REQUIRED ACTION
Output every line of the material exactly, omitting images.

GIVEN DATA
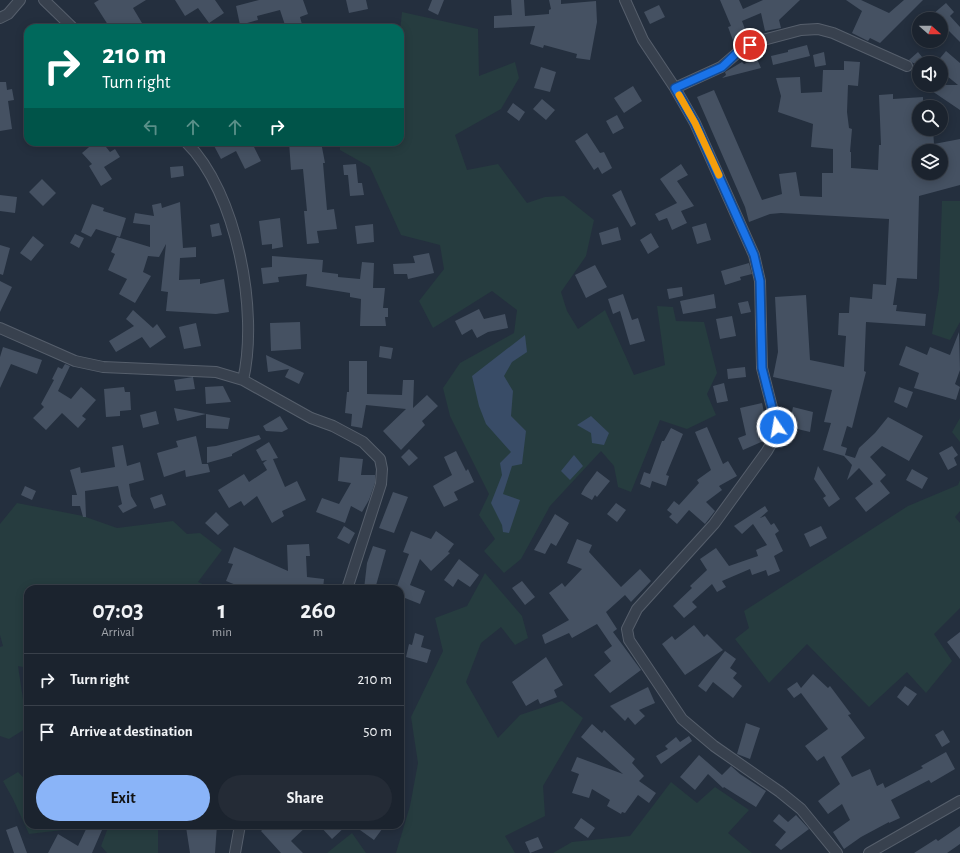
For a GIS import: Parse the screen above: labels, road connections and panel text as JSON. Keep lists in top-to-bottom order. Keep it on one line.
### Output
{"north":"right","page":{"turn":["210 m","Turn right"],"eta":["07:03","Arrival","1","min","260","m"],"list":[{"name":"Turn right","value":"210 m"},{"name":"Arrive at destination","value":"50 m"}],"buttons":["Exit","Share"]}}
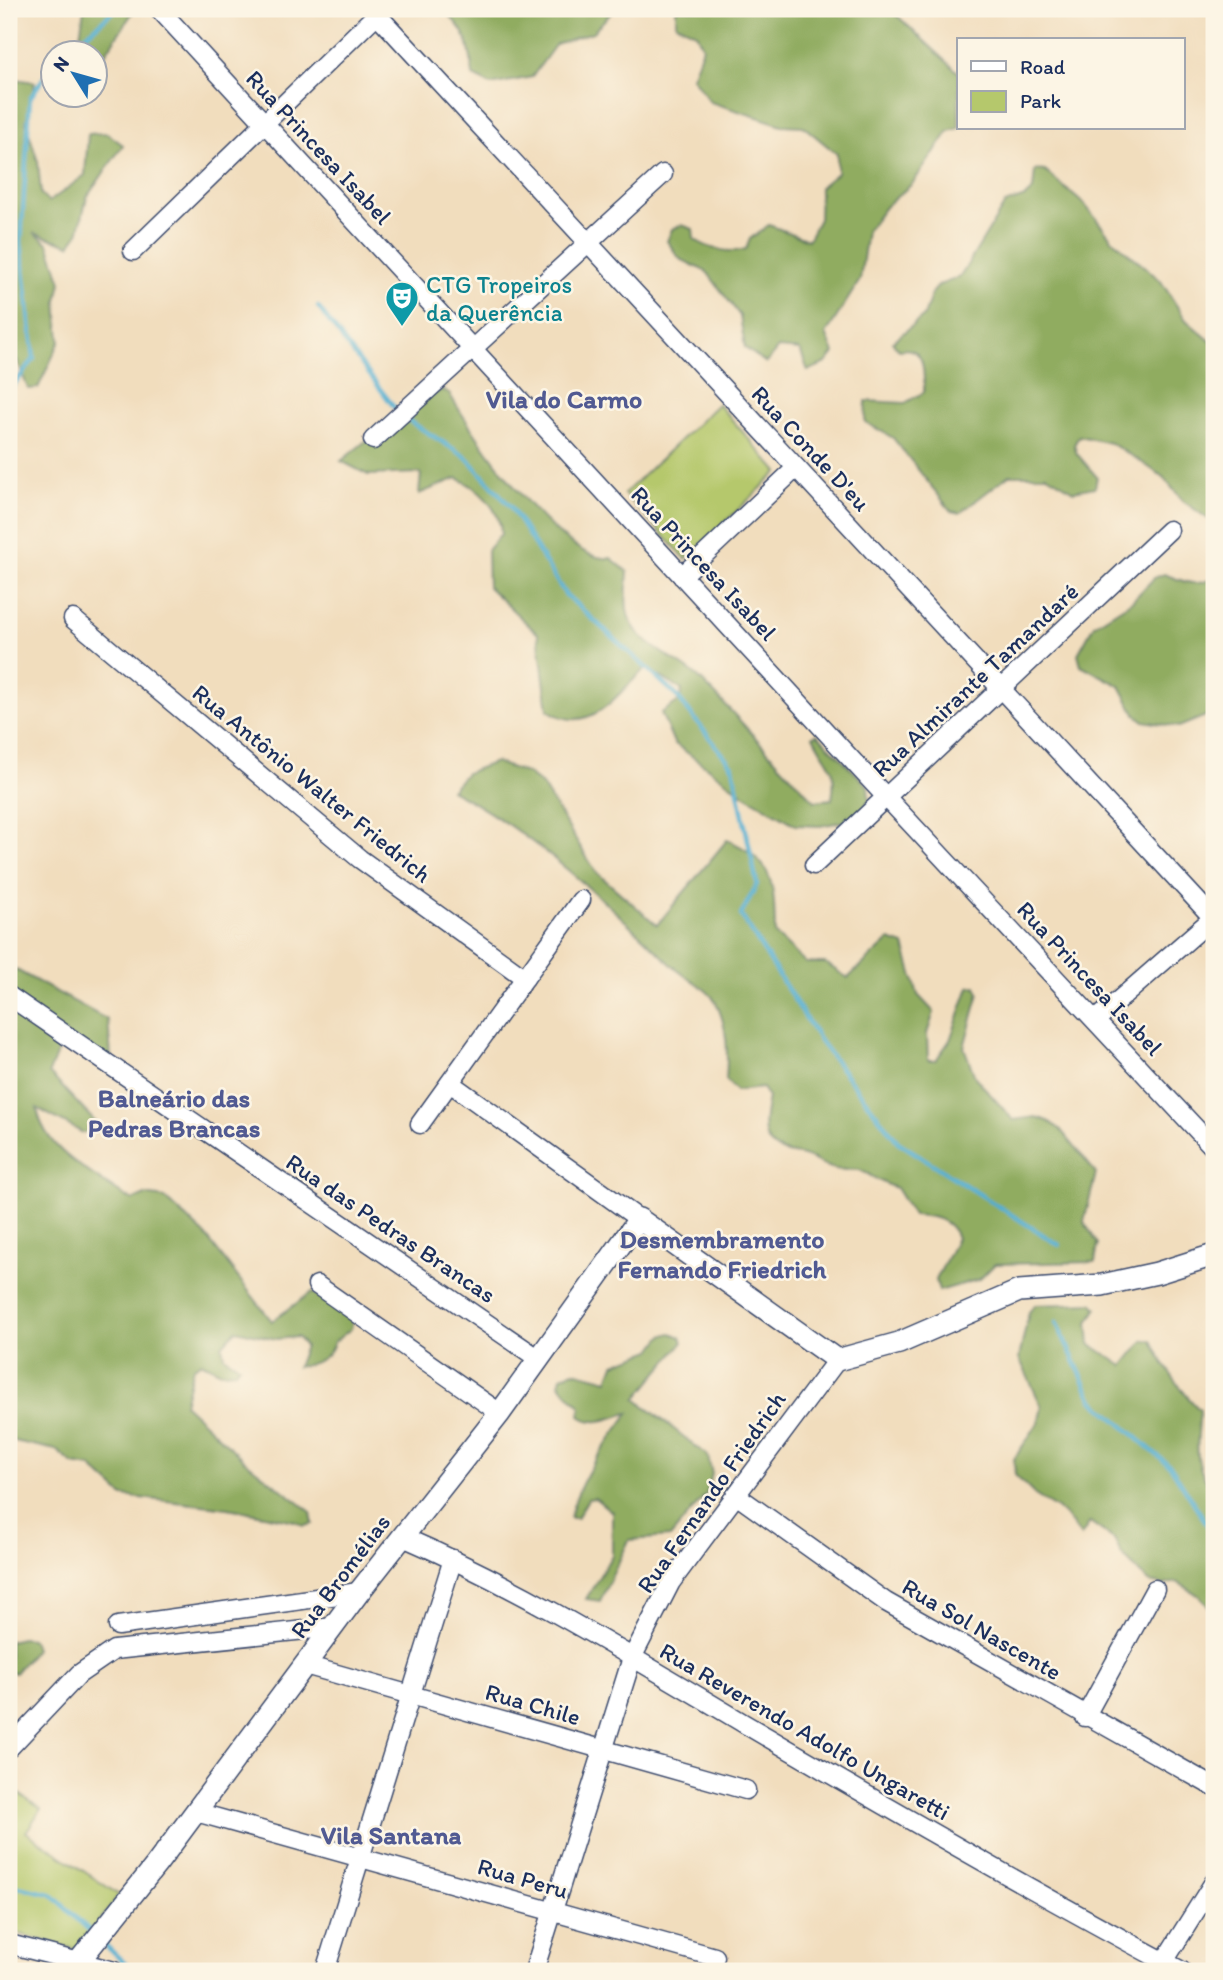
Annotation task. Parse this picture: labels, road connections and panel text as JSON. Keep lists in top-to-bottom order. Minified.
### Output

ANSWER TO THE EXERCISE
For a GIS import: Parse the screen above: labels, road connections and panel text as JSON. Keep lists in top-to-bottom order. Keep it on one line.
### Output
{"north":"right","page":{"turn":["210 m","Turn right"],"eta":["07:03","Arrival","1","min","260","m"],"list":[{"name":"Turn right","value":"210 m"},{"name":"Arrive at destination","value":"50 m"}],"buttons":["Exit","Share"]}}
Annotation task. Parse this picture: labels, road connections and panel text as JSON. Keep lists in top-to-bottom order. Minified.
### Output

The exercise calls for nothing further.